Minor language notes
I noticed that in your PDF, the spacing between paragraphs is not always consistent. Specifically, almost all paragraphs do not have vertical spacing, but the first paragraph in page 2 is different, as is the last paragraph of page 9. Is this done on purpose or is it an errand LaTeX error?
I am also listing some typos that I came across for your convenience.

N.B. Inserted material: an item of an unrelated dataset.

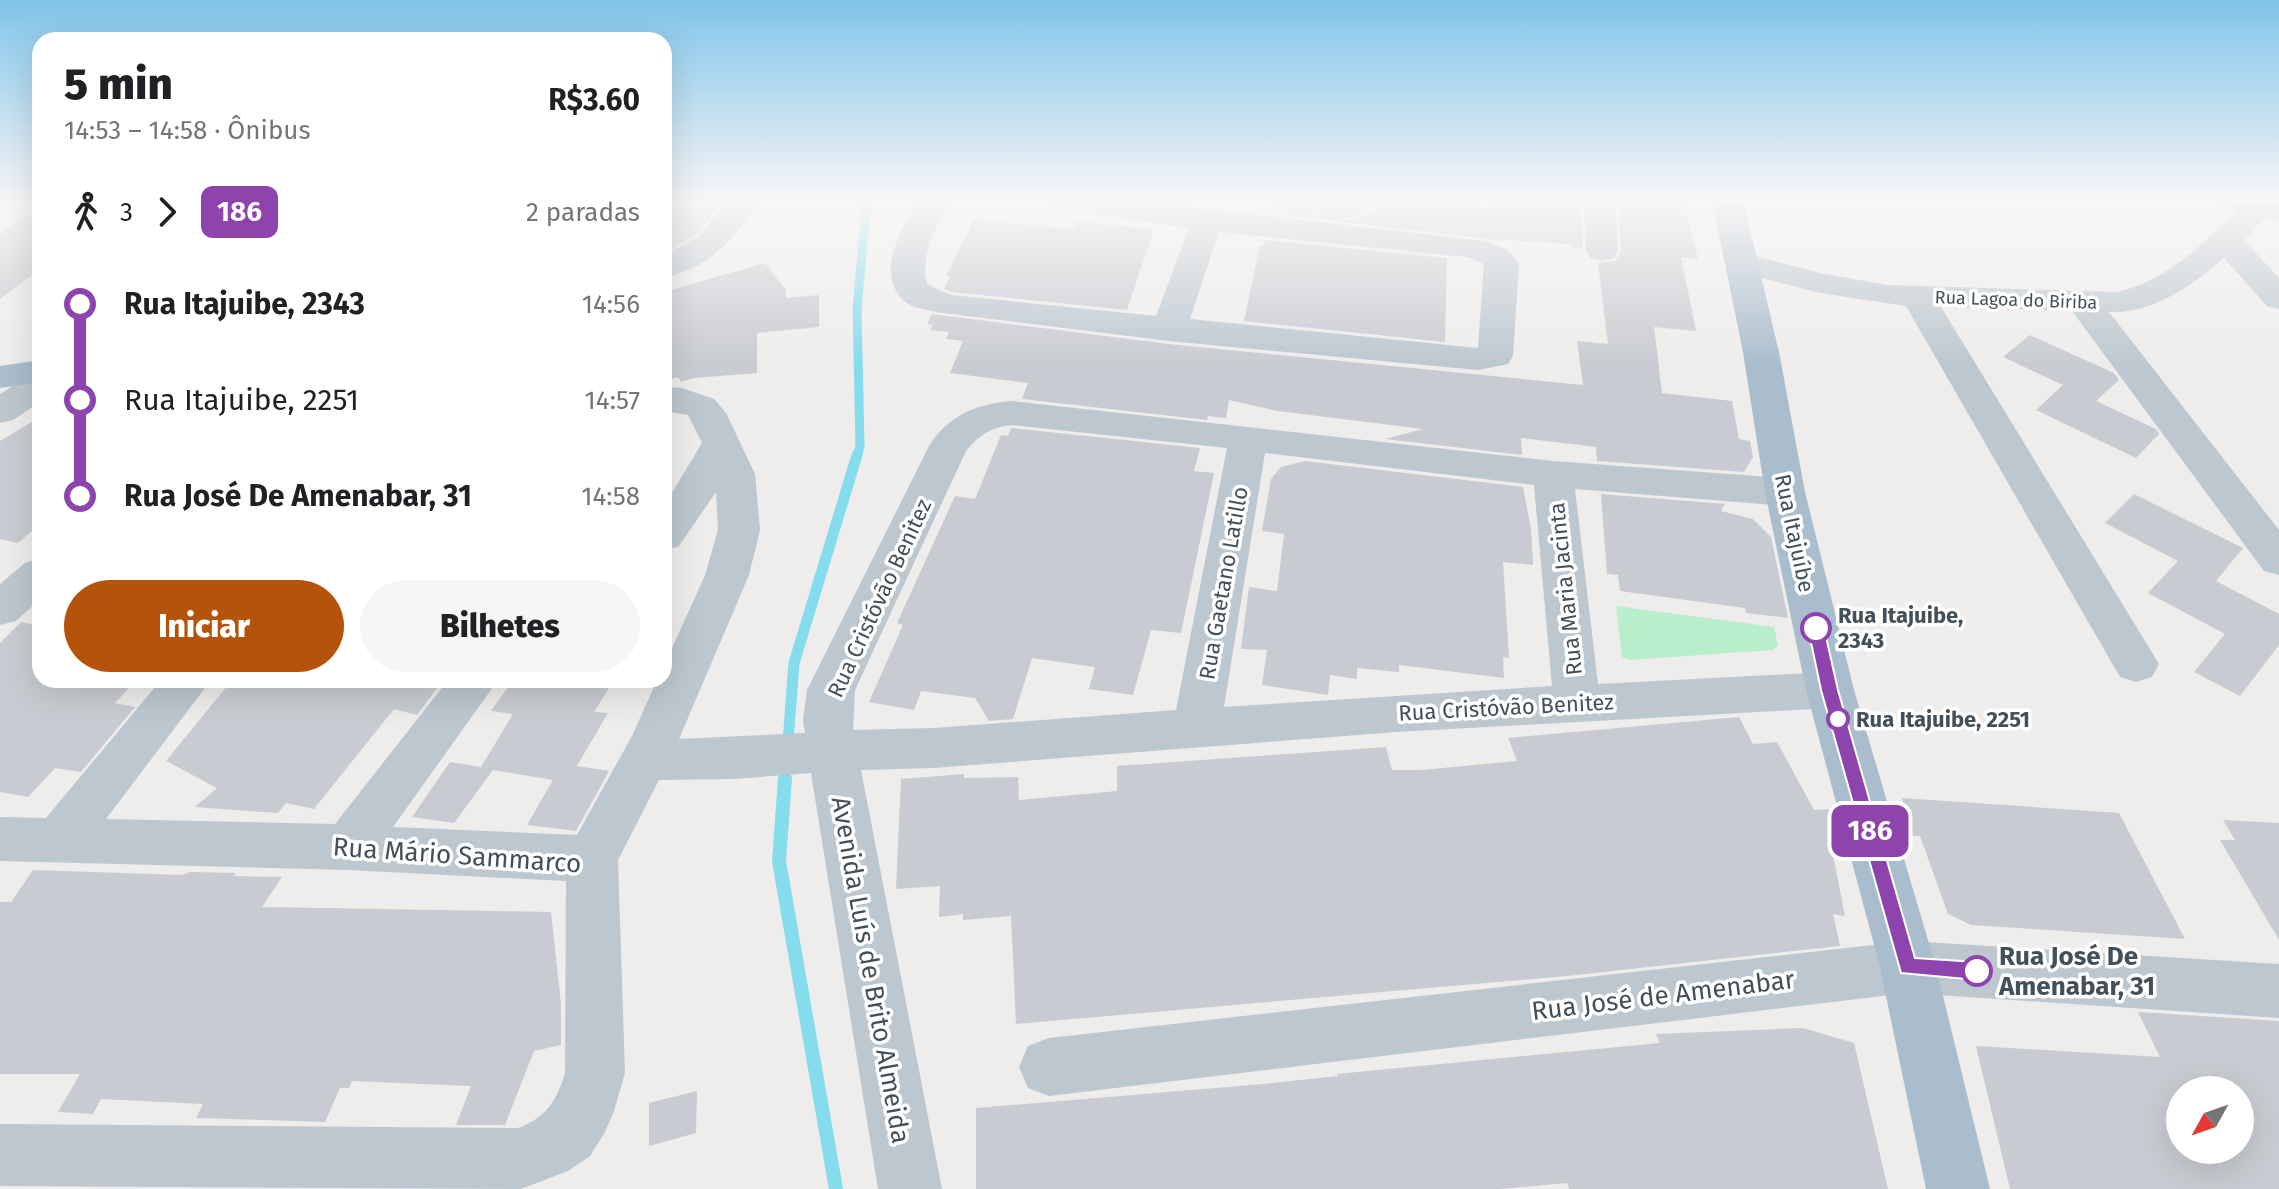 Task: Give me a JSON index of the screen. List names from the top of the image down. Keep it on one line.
{"streets":{"main road":["Rua Itajuíbe"],"street":["Rua Lagoa do Biriba","Rua Gaetano Latillo","Rua Maria Jacinta","Rua Cristóvão Benitez","Rua Mário Sammarco","Avenida Luís de Brito Almeida","Rua José de Amenabar"]},"crossings":[["Rua Lagoa do Biriba","Rua Itajuíbe"],["Rua Itajuíbe","Rua Cristóvão Benitez"],["Rua Itajuíbe","Rua José de Amenabar"],["Rua Gaetano Latillo","Rua Cristóvão Benitez"],["Rua Maria Jacinta","Rua Cristóvão Benitez"],["Rua Cristóvão Benitez","Avenida Luís de Brito Almeida"]],"places":["Rua Itajuibe, 2343","Rua Itajuibe, 2251","Rua José De Amenabar, 31"],"lines":["bus line 186"],"north":"bottom left","page":{"on_map":"186","heading":["5 min","14:53 – 14:58 · Ônibus","R$3.60"],"legs":["3","186","2 paradas"],"list":[{"name":"Rua Itajuibe, 2343","value":"14:56"},{"name":"Rua Itajuibe, 2251","value":"14:57"},{"name":"Rua José De Amenabar, 31","value":"14:58"}],"buttons":["Iniciar","Bilhetes"]}}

I would advise to proofread your text using a syntax / grammar checker (Grammarly, for example), to catch any others that I might have missed.
-
In section
3 Implementation details
- "...separete file" -> "separate file". -
In section
3.3 The TCM model
- "...to devide and conquer..." -> "divide"
Conclusion
I would like to thank the authors, as they took into account all earlier comments and made significant modifications to their work, implementing a range of suggestions and explaining their approach in a detailed and convincing manner. Importantly, they successfully replicated the claims of the original work regarding the effects of low-frequency DBS (<40 Hz) by using a stimulation protocol at 25Hz. Overall, the work represents a thorough replication of an interesting model to investigate DBS for PD.
@NikVard Thansk fro your second review
@benoit-girard Can you still do the review?